Kraftmessung mit dem aktiven Dehnungsaufnehmer SLB700A/06VA Kraftmessung mit dem aktiven Dehnungsaufnehmer SLB700A/06VA | HBM

Vor- und Nachteile der Kraftmessung mit aktiven Dehnungsaufnehmern

1. Funktionsprinzip, Vorteile und Einschränkungen von Dehnungsaufnehmern

Dehnungsaufnehmer, wie z. B. der SLB von HBM, sind ein bewährtes Messmittel. Sie lassen sich einfach an bestehende Strukturen anschrauben. Typisch ist die Verwendung an Pressen, Schweißanlagen, Silos und ähnlichem. Wird z. B. eine mit einem solchen Dehnungssensor ausgerüstete Presse durch einen Pressenhub belastet, entstehen am Pressengestell Dehnungen, die proportional zur Presskraft sind. Diese Dehnungen werden dann von den Dehnungsaufnehmern in ein messbares elektrisches Signal gewandelt, mit Hilfe dessen man auf die Kraft, in diesem Beispiel die Presskraft, schließen kann.

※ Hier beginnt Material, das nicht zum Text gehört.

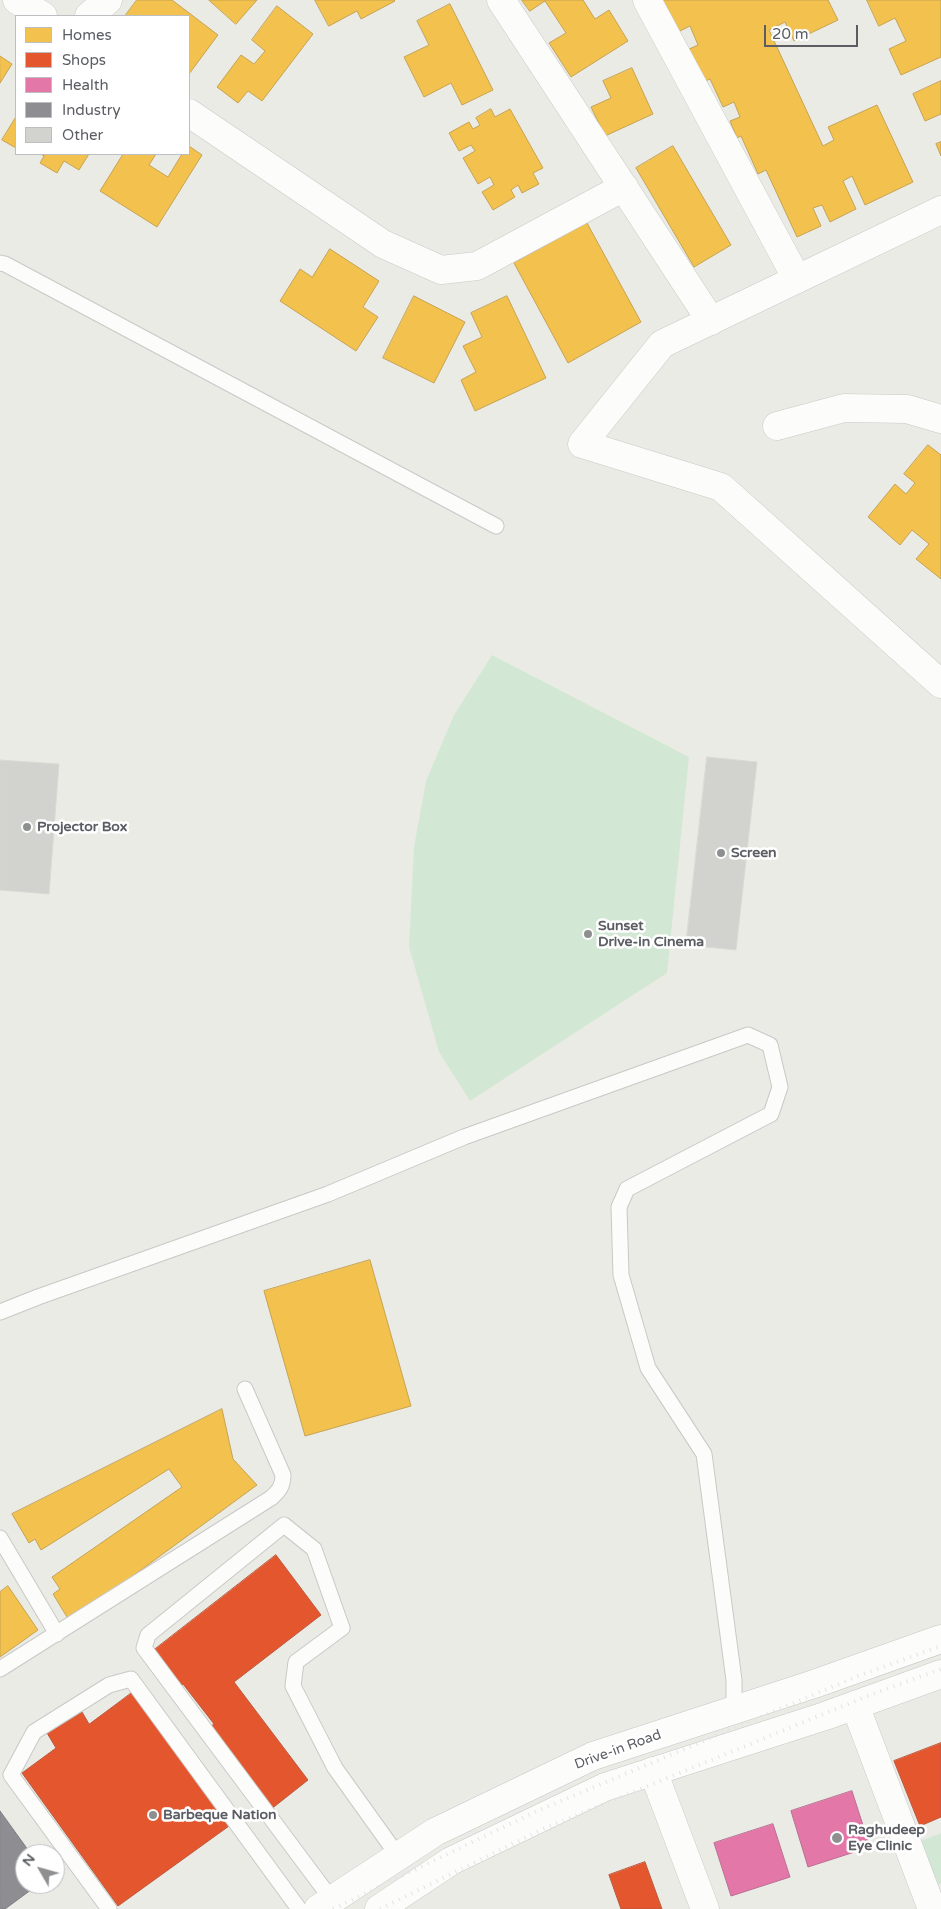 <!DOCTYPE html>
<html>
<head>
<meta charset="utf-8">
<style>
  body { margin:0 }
  #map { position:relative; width:941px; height:1909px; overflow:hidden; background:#ebebe5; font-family:"Varela Round",sans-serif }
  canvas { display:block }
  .legend { position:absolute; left:15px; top:15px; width:175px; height:140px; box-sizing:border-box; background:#fff; border:1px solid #bdbec1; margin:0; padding:6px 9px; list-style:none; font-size:15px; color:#5b5d63 }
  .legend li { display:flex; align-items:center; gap:10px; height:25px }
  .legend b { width:25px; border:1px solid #bdbec1 }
  .north { position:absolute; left:15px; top:1844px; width:50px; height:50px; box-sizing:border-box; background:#fff; border:1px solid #bdbec1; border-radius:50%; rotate:308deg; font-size:14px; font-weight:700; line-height:20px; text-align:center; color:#5b5d63 }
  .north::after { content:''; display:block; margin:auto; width:18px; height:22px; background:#8d8f90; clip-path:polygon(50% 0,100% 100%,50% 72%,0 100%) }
  .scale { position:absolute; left:764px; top:25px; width:94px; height:22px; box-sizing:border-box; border:2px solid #5b5d63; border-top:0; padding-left:6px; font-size:15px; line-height:18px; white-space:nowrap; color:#5b5d63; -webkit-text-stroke:4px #fff; paint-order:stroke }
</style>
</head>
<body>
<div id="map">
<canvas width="941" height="1909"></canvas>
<ul class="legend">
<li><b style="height:14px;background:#f2c14e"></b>Homes</li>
<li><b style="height:14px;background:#e4572e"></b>Shops</li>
<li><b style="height:14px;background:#e377a8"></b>Health</li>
<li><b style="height:14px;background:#8d8d92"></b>Industry</li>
<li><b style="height:14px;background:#d2d2cf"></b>Other</li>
</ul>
<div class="north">N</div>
<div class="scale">20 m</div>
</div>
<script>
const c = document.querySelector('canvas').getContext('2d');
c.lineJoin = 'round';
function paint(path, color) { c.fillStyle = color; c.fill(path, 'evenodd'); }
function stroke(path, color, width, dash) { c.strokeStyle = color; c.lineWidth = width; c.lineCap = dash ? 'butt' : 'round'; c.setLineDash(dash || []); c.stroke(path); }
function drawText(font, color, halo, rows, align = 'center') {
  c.font = font + ' "Varela Round",sans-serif'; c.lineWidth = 5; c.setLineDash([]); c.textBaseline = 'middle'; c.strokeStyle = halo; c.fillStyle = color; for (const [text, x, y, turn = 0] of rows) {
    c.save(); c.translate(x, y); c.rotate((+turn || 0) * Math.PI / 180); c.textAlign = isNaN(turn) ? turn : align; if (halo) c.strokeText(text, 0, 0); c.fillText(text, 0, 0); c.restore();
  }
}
paint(new Path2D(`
  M492,655L689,757L667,973L470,1101L439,1052L409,947L414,847L426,781L454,715Z
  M941,1833V1883L938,1885L921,1841Z`), '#d3e8d4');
const homes = new Path2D(`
  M137,0H172L218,35L189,74V16H125Z
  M209,0H257L236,24Z
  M315,0H394L395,1L361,19L357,11L329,26Z
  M522,0H583L595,19L609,10L628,41L571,77L549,43L566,33L545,1L530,11Z
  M663,0H828L838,20L794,41L785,22L769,30L823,146L834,140L828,127L877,105L913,182L865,205L852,176L843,181L856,209L830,222L822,205L813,208L821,226L797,237L766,170L758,174L741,136L737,138L730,121L740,117L734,102L723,107L710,79L701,83L687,50L698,45L690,26L672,35L657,3Z
  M867,0H941V57L901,75L889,49L906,41L895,18L879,26Z
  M450,4L493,90L462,105L451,83L424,97L404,57L429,45L417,21Z
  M277,6L313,34L262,101L248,91L238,103L217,87L241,55L254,64L265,51L252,40Z
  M0,56L12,64L0,83Z
  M632,68L653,114L605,136L591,107L611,98L603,81Z
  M941,81V114L925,121L913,94Z
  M491,109L495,117L510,109L543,168L533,173L539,184L522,193L518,185L511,190L515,197L493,210L482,192L494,185L490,177L478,184L463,158L475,151L471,145L459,151L449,133L469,122L473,129L480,125L476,118Z
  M16,117V148L2,140Z
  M941,142V156L936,144Z
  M189,146L202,155L157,227L100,191L123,154H156L149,165L168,177L182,154H189Z
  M673,146L731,245L694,267L636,168Z
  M40,154H89L79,170L64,161L57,173L40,163L44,156Z
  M587,223L641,322L568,363L514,263Z
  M330,249L379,281L363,307L378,317L356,351L280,301L300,269L312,277Z
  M414,296L465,322L434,383L383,358Z
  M507,296L546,378L475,411L461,380L476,372L463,346L482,337L471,313Z
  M928,445L941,455V579L916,559L929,544L912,530L900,545L868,517L895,484L906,494L915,483L904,474Z
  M370,1260L411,1406L305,1436L264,1291Z
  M222,1409L233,1459L257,1485L70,1622L53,1594L60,1589L52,1577L182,1487L169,1469L41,1550L35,1539L29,1543L12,1514Z
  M8,1586L38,1630L0,1657V1592Z`);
paint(homes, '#f2c14e');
stroke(homes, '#c5a354', 1);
const shops = new Path2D(`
  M276,1555L321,1615L234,1682L308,1780L270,1810L207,1729L214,1724L183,1684L177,1689L149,1654Z
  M133,1692L229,1826L118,1906L22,1773L56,1748L47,1733L82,1712L89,1724Z
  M941,1743V1817L920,1826L894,1761Z
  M645,1862L662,1909H621L609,1875Z`);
paint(shops, '#e4572e');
stroke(shops, '#bb593e', 1);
const health = new Path2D(`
  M852,1791L870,1847L808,1867L791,1811Z
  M773,1824L790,1877L731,1896L714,1843Z`);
paint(health, '#e377a8');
stroke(health, '#ba6f93', 1);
const industry = new Path2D(`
  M0,1811L31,1854H25V1884H39L5,1909H0Z`);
paint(industry, '#8d8d92');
stroke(industry, '#7e7f84', 1);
const building = new Path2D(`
  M707,757L757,762L736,950L686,945Z
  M0,760L59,764L49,894L0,890Z`);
paint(building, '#d2d2cf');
stroke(building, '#dadad4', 1);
const service = new Path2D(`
  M0,263L5,264L496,526
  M0,1312L38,1297L328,1194L464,1137L748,1035L770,1045L780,1087L771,1114L627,1189L619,1207L621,1275L648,1368L704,1454L734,1680V1711
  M0,1538L57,1634
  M0,1669L271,1498C279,1491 283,1486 283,1475L245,1389
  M332,1900L144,1648L148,1635L284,1525L314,1549L342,1628L296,1662L293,1686L335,1768L398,1856
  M109,1909L11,1775L34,1732L109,1685L131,1679L299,1909`);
const minor = new Path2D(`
  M17,0L43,16
  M501,0L711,321
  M647,0L797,279
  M89,16L108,0
  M189,113L383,244L441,270L477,266L624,187
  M777,426L844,408L907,409L941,419
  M855,1705L932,1909
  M653,1771L705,1909`);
const tertiary = new Path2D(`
  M941,210L662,344L582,444L721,487L941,684`);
const secondary = new Path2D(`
  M318,1909L435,1832L593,1756L814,1684L941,1639
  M379,1909L451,1861L605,1787L825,1716L941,1674`);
stroke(service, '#c8c9c7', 17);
stroke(minor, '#c8c9c7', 29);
stroke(tertiary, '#c8c9c7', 29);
stroke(secondary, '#c6c7c6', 29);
stroke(service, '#fcfcfb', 15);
stroke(minor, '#fcfcfb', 28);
stroke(tertiary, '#fcfcfb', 28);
stroke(secondary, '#fcfcfb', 28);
stroke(new Path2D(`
  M333,1909L535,1812L858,1676L941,1646
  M380,1909L543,1829L865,1697L941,1669`), '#e3e3e2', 4, [1, 6]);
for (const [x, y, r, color] of [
  [27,827,5,"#8d8f90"],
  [721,853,5,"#8d8f90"],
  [588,934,5,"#8d8f90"],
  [153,1815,5,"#8d8f90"],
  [837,1838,6,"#8d8f90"]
]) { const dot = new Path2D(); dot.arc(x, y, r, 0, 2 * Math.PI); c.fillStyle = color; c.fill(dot); stroke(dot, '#fff', 2); }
drawText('bold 14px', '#5b5d63', '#fff', [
  ["Projector Box",37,827],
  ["Screen",731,853],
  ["Sunset",598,926],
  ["Drive-in Cinema",598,942],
  ["Barbeque Nation",163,1815],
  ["Raghudeep",848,1830],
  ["Eye Clinic",848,1846]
], 'left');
drawText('14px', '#5b5d63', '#fff', [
  ["Drive-in Road",618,1750,-20]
]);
</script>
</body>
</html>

Die Vorteile von Dehnungsaufnehmern liegen auf der Hand:

  • Ein Dehnungssensor ist wesentlich preiswerter als Kraftmessdosen, dies gilt vor allem im Vergleich zu Kraftsensoren, die für große Kräfte ausgelegt sind.
  • Dehnungssensoren beeinflussen die Steifigkeit der Anlage nicht. Somit bleiben die dynamischen Eigenschaften der Maschine unangetastet.
  • Vor allem Kraftaufnehmer, die für sehr große Kräfte ausgelegt sind, benötigen einen gewissen Bauraum. Dies bedeutet einen Eingriff in die Struktur – was vor allem dann problematisch ist, wenn das Messsystem nur optional angeboten werden soll.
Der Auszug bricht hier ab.